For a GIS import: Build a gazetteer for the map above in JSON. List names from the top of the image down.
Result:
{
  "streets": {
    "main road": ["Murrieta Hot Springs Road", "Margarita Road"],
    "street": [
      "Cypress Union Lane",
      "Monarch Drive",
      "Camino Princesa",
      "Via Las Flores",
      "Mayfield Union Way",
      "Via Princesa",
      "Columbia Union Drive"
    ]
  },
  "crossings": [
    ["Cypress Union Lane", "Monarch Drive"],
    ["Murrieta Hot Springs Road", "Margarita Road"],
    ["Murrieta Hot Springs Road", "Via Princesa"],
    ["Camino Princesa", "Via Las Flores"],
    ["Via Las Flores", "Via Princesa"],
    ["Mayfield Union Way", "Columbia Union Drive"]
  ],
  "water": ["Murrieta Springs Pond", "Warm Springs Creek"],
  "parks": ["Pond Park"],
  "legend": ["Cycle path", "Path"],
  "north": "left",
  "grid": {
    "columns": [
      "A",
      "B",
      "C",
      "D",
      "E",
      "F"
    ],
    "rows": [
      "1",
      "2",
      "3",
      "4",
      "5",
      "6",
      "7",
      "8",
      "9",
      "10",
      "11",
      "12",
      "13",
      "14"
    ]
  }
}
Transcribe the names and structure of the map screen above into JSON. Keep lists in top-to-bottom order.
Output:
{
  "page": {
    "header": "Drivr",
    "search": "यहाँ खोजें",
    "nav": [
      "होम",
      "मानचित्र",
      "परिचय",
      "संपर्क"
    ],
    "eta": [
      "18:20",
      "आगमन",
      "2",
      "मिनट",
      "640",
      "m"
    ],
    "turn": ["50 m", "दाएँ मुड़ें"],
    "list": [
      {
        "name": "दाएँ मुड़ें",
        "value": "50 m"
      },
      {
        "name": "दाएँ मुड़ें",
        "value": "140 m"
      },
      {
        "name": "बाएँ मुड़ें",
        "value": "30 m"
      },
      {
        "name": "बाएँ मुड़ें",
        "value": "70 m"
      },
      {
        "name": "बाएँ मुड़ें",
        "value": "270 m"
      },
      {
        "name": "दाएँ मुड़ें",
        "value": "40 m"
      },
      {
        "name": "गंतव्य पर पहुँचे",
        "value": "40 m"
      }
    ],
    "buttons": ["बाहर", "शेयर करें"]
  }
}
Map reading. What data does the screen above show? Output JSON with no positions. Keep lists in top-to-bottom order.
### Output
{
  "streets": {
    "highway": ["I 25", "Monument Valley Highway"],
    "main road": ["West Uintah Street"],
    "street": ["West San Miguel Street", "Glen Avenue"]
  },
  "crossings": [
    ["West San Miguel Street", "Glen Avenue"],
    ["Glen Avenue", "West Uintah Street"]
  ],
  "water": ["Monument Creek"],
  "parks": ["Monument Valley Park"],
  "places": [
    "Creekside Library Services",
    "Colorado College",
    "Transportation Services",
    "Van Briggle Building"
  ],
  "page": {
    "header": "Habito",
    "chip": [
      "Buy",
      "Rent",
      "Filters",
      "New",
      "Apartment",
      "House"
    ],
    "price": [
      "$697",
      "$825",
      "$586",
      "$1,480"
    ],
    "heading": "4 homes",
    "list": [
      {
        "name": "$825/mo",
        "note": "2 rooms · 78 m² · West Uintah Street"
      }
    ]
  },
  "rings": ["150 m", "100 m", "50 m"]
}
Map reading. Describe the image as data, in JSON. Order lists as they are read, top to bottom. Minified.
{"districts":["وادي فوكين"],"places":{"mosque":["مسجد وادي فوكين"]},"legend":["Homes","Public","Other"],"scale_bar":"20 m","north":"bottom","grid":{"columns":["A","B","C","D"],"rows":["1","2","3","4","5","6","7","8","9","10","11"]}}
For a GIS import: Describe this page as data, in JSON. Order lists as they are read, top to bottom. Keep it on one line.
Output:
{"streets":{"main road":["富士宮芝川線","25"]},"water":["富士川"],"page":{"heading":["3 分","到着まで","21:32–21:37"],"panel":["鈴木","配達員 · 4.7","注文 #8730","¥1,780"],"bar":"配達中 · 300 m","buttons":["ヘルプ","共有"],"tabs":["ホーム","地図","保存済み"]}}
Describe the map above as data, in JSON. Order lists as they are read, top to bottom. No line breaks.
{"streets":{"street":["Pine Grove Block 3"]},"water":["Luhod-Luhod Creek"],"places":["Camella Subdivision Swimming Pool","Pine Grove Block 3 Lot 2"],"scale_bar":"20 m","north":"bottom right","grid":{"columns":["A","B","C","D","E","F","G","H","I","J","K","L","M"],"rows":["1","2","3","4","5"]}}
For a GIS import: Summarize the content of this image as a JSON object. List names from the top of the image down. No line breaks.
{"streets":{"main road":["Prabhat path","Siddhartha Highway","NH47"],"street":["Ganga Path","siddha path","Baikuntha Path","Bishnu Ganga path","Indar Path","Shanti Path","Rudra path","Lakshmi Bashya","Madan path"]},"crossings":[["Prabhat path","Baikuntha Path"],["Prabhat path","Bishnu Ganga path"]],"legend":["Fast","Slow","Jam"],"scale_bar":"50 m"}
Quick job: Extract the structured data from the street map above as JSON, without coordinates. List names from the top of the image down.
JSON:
□ □ □ □
__What the task requires__. Type out the listing again with nothing changed.

__Task result__.
For a GIS import: Build a gazetteer for the map above in JSON. List names from the top of the image down.
Result:
{
  "streets": {
    "main road": ["Murrieta Hot Springs Road", "Margarita Road"],
    "street": [
      "Cypress Union Lane",
      "Monarch Drive",
      "Camino Princesa",
      "Via Las Flores",
      "Mayfield Union Way",
      "Via Princesa",
      "Columbia Union Drive"
    ]
  },
  "crossings": [
    ["Cypress Union Lane", "Monarch Drive"],
    ["Murrieta Hot Springs Road", "Margarita Road"],
    ["Murrieta Hot Springs Road", "Via Princesa"],
    ["Camino Princesa", "Via Las Flores"],
    ["Via Las Flores", "Via Princesa"],
    ["Mayfield Union Way", "Columbia Union Drive"]
  ],
  "water": ["Murrieta Springs Pond", "Warm Springs Creek"],
  "parks": ["Pond Park"],
  "legend": ["Cycle path", "Path"],
  "north": "left",
  "grid": {
    "columns": [
      "A",
      "B",
      "C",
      "D",
      "E",
      "F"
    ],
    "rows": [
      "1",
      "2",
      "3",
      "4",
      "5",
      "6",
      "7",
      "8",
      "9",
      "10",
      "11",
      "12",
      "13",
      "14"
    ]
  }
}
Transcribe the names and structure of the map screen above into JSON. Keep lists in top-to-bottom order.
Output:
{
  "page": {
    "header": "Drivr",
    "search": "यहाँ खोजें",
    "nav": [
      "होम",
      "मानचित्र",
      "परिचय",
      "संपर्क"
    ],
    "eta": [
      "18:20",
      "आगमन",
      "2",
      "मिनट",
      "640",
      "m"
    ],
    "turn": ["50 m", "दाएँ मुड़ें"],
    "list": [
      {
        "name": "दाएँ मुड़ें",
        "value": "50 m"
      },
      {
        "name": "दाएँ मुड़ें",
        "value": "140 m"
      },
      {
        "name": "बाएँ मुड़ें",
        "value": "30 m"
      },
      {
        "name": "बाएँ मुड़ें",
        "value": "70 m"
      },
      {
        "name": "बाएँ मुड़ें",
        "value": "270 m"
      },
      {
        "name": "दाएँ मुड़ें",
        "value": "40 m"
      },
      {
        "name": "गंतव्य पर पहुँचे",
        "value": "40 m"
      }
    ],
    "buttons": ["बाहर", "शेयर करें"]
  }
}
Map reading. What data does the screen above show? Output JSON with no positions. Keep lists in top-to-bottom order.
### Output
{
  "streets": {
    "highway": ["I 25", "Monument Valley Highway"],
    "main road": ["West Uintah Street"],
    "street": ["West San Miguel Street", "Glen Avenue"]
  },
  "crossings": [
    ["West San Miguel Street", "Glen Avenue"],
    ["Glen Avenue", "West Uintah Street"]
  ],
  "water": ["Monument Creek"],
  "parks": ["Monument Valley Park"],
  "places": [
    "Creekside Library Services",
    "Colorado College",
    "Transportation Services",
    "Van Briggle Building"
  ],
  "page": {
    "header": "Habito",
    "chip": [
      "Buy",
      "Rent",
      "Filters",
      "New",
      "Apartment",
      "House"
    ],
    "price": [
      "$697",
      "$825",
      "$586",
      "$1,480"
    ],
    "heading": "4 homes",
    "list": [
      {
        "name": "$825/mo",
        "note": "2 rooms · 78 m² · West Uintah Street"
      }
    ]
  },
  "rings": ["150 m", "100 m", "50 m"]
}
Map reading. Describe the image as data, in JSON. Order lists as they are read, top to bottom. Minified.
{"districts":["وادي فوكين"],"places":{"mosque":["مسجد وادي فوكين"]},"legend":["Homes","Public","Other"],"scale_bar":"20 m","north":"bottom","grid":{"columns":["A","B","C","D"],"rows":["1","2","3","4","5","6","7","8","9","10","11"]}}
For a GIS import: Describe this page as data, in JSON. Order lists as they are read, top to bottom. Keep it on one line.
Output:
{"streets":{"main road":["富士宮芝川線","25"]},"water":["富士川"],"page":{"heading":["3 分","到着まで","21:32–21:37"],"panel":["鈴木","配達員 · 4.7","注文 #8730","¥1,780"],"bar":"配達中 · 300 m","buttons":["ヘルプ","共有"],"tabs":["ホーム","地図","保存済み"]}}
Describe the map above as data, in JSON. Order lists as they are read, top to bottom. No line breaks.
{"streets":{"street":["Pine Grove Block 3"]},"water":["Luhod-Luhod Creek"],"places":["Camella Subdivision Swimming Pool","Pine Grove Block 3 Lot 2"],"scale_bar":"20 m","north":"bottom right","grid":{"columns":["A","B","C","D","E","F","G","H","I","J","K","L","M"],"rows":["1","2","3","4","5"]}}
For a GIS import: Summarize the content of this image as a JSON object. List names from the top of the image down. No line breaks.
{"streets":{"main road":["Prabhat path","Siddhartha Highway","NH47"],"street":["Ganga Path","siddha path","Baikuntha Path","Bishnu Ganga path","Indar Path","Shanti Path","Rudra path","Lakshmi Bashya","Madan path"]},"crossings":[["Prabhat path","Baikuntha Path"],["Prabhat path","Bishnu Ganga path"]],"legend":["Fast","Slow","Jam"],"scale_bar":"50 m"}
Quick job: Extract the structured data from the street map above as JSON, without coordinates. List names from the top of the image down.
JSON:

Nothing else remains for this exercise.